@Aneczka08 naciskały samorządy. Najostrzej dotąd walka szła o Salomona (dlatego ewakuowali się do Drohiczyna). Jeśli w tej szkole jest 1/6 wszystkich homeschoolersow, to sprawa jest raczej czytelna. Dalsze obniżanie nie jest przesądzone. Tu jest o co walczyć. Natomiast na powrót poprzedniego stanu szanse są małe. Trzeba by ew. poszukać argumentów prawnych odnoszących się do dyskryminacji tego sposobu kształcenia i wygrać w jakimś sądzie.
Albo zażądać oddania tych 40% rodzicom, w gotówce albo w odliczeniu podatkowym albo w innej prostej formie. Niekoniecznie musi wszystko być w szkole, ale rodzice ED ponoszą konkretne koszty tej edukacji, a podatki płacą jak wszyscy i prawo do edukacji ich dzieci mają takie samo.

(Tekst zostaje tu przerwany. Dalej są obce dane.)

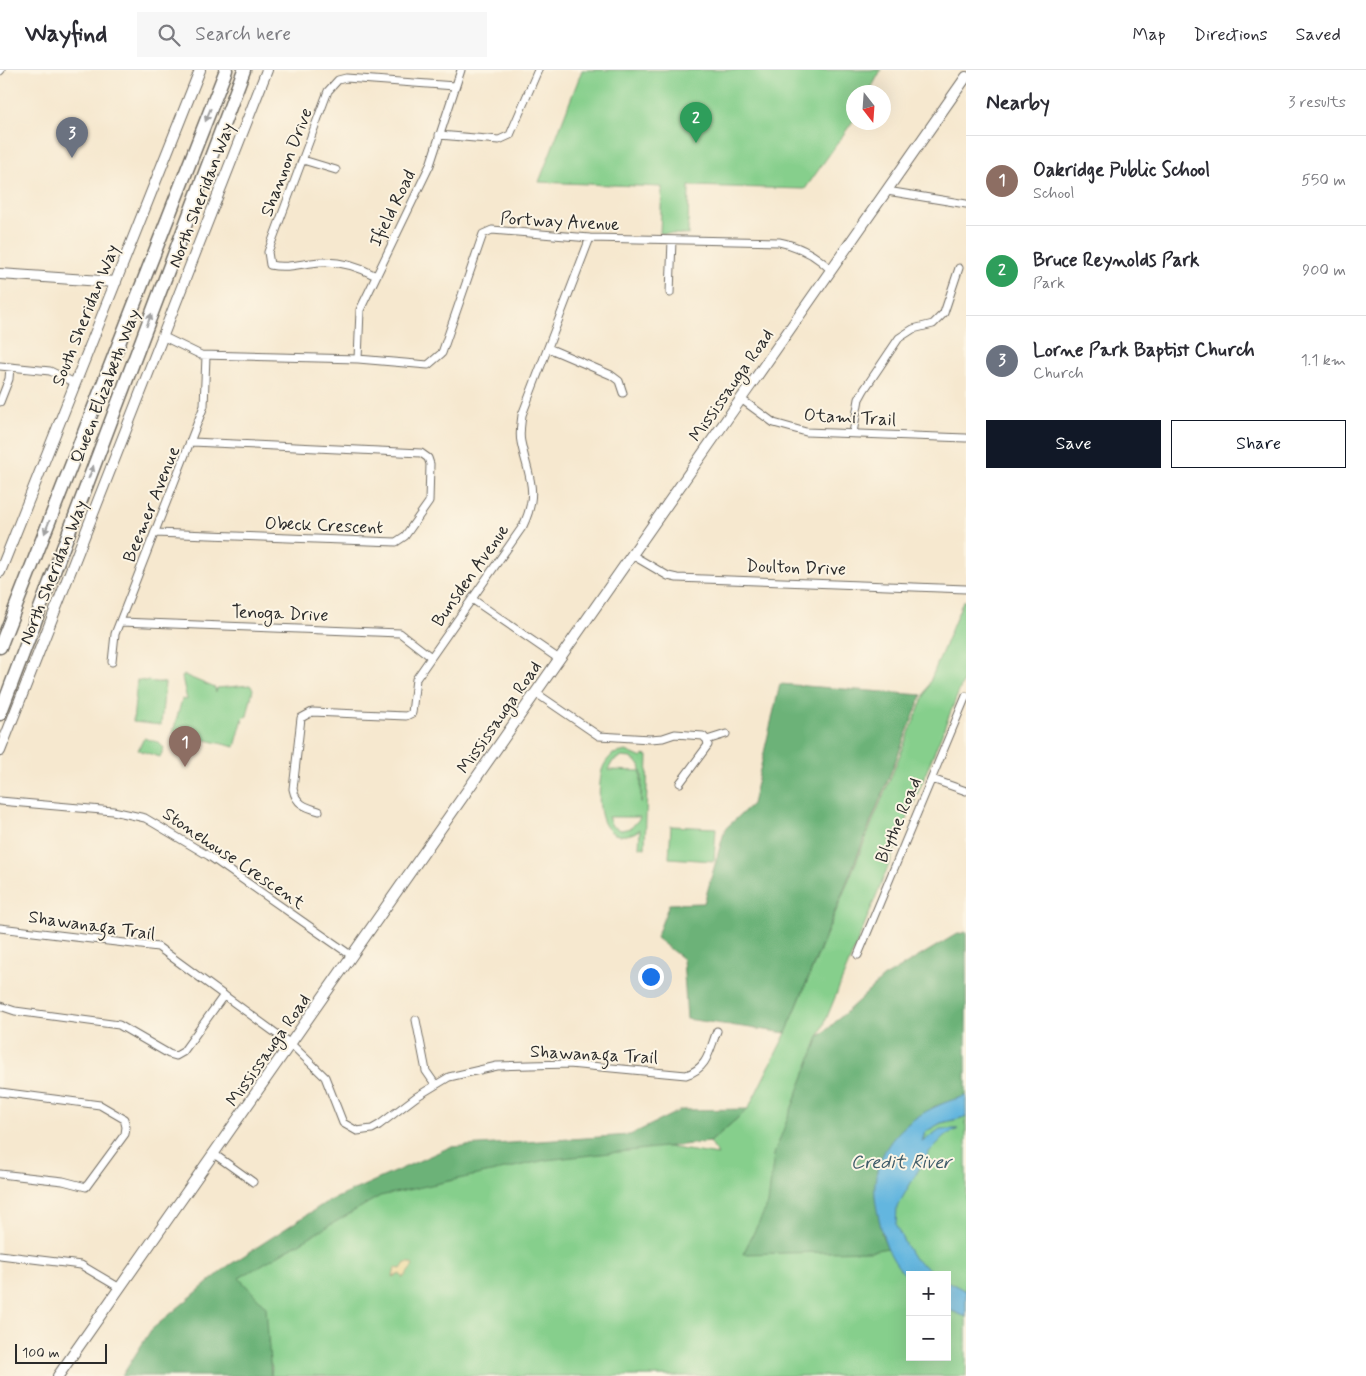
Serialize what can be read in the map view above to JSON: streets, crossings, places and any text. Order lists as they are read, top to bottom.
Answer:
{
  "streets": {
    "highway": ["Queen Elizabeth Way"],
    "main road": ["North Sheridan Way", "South Sheridan Way", "Mississauga Road"],
    "street": [
      "Shannon Drive",
      "Ifield Road",
      "Portway Avenue",
      "Otami Trail",
      "Beemer Avenue",
      "Obeck Crescent",
      "Doulton Drive",
      "Bunsden Avenue",
      "Tenoga Drive",
      "Blythe Road",
      "Stonehouse Crescent",
      "Shawanaga Trail"
    ]
  },
  "crossings": [
    ["Shannon Drive", "Ifield Road"],
    ["North Sheridan Way", "Portway Avenue"],
    ["Ifield Road", "Portway Avenue"],
    ["Portway Avenue", "Mississauga Road"],
    ["Portway Avenue", "Beemer Avenue"],
    ["Portway Avenue", "Bunsden Avenue"],
    ["Mississauga Road", "Otami Trail"],
    ["Mississauga Road", "Doulton Drive"],
    ["Mississauga Road", "Stonehouse Crescent"],
    ["Mississauga Road", "Shawanaga Trail"],
    ["Beemer Avenue", "Obeck Crescent"],
    ["Beemer Avenue", "Tenoga Drive"],
    ["Bunsden Avenue", "Tenoga Drive"]
  ],
  "water": ["Credit River"],
  "scale_bar": "100 m",
  "north": "bottom",
  "page": {
    "header": "Wayfind",
    "search": "Search here",
    "nav": ["Map", "Directions", "Saved"],
    "heading": ["Nearby", "3 results"],
    "pins": ["2", "3", "1"],
    "list": [
      {
        "mark": "1",
        "name": "Oakridge Public School",
        "note": "School",
        "value": "550 m"
      },
      {
        "mark": "2",
        "name": "Bruce Reynolds Park",
        "note": "Park",
        "value": "900 m"
      },
      {
        "mark": "3",
        "name": "Lorne Park Baptist Church",
        "note": "Church",
        "value": "1.1 km"
      }
    ],
    "buttons": ["Save", "Share"],
    "map_buttons": ["+", "−"],
    "scale": "100 m"
  }
}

A może jakiś protest napisać? Skoro to poszło od warszawskiego samorządu, to może PIS się z tego wycofa albo, jak pisze Marcelina, przeznaczy te pieniądze dla rodziców? Mój mąż skomentował mój post: ha,ha,ha Optymista
Nie wiem, czy powoływanie sie na łamanie konstytucji cos da Skarga konstytucyjna tez niestety juz nie zadziała, A to sie wlasnie idealnie na taką skargę nadaje....
kopiuję to co napisałam na FB a propos tej petycji, moim zdaniem jest ona b. słaba i w ogole nie używa najwazniejszych argumentów....
Mam nadzieję że można przeedytować tę petycję..... bo szczerze to mi się ona nie podoba. Czemu nie są użyte argumenty, że szkoły organizują za te pieniądze, np zajęcia sportowe, warsztaty, że umożliwiają rodzicom organizację różnych zajęć wspomagających edukację, na wspołpracę z rodzicami, często na zatrudnienie dodatkowego nauczyciela którego głównym zadaniem jest objęcie opieką ED. Teraz rodzice będą musieli te rzeczy, które organizuje szkoła dla ED opłacać sami, więc nie jest prawdą jak powiedziała przedstawicielka MEN, że rodzice tego nie odczują - będzie dokładnie odwrotnie! ED nie jest fanaberią bogatych rodziców, tylko prawem każdego rodzica i państwo powinno mu to umożliwiać w równy sposób co umożliwia edukację publiczną. To po pierwsze. Po drugie moim zdaniem to jest za dłuuugie, powinien być konkret mocnych argumentów. Po trzecie argument, że będą upadać szkoły , które dzięki ED finansują sobie działalność jest przeciwko nam! Bo te pieniądze mają iśc na nauczanie dzieci ED a nie na finansowanie szkoły! I w uczciwych szkołach ED tak właśnie się dzieje. Proszę zmieńcie tę petycję!! Bo narobiimy sobie szkody.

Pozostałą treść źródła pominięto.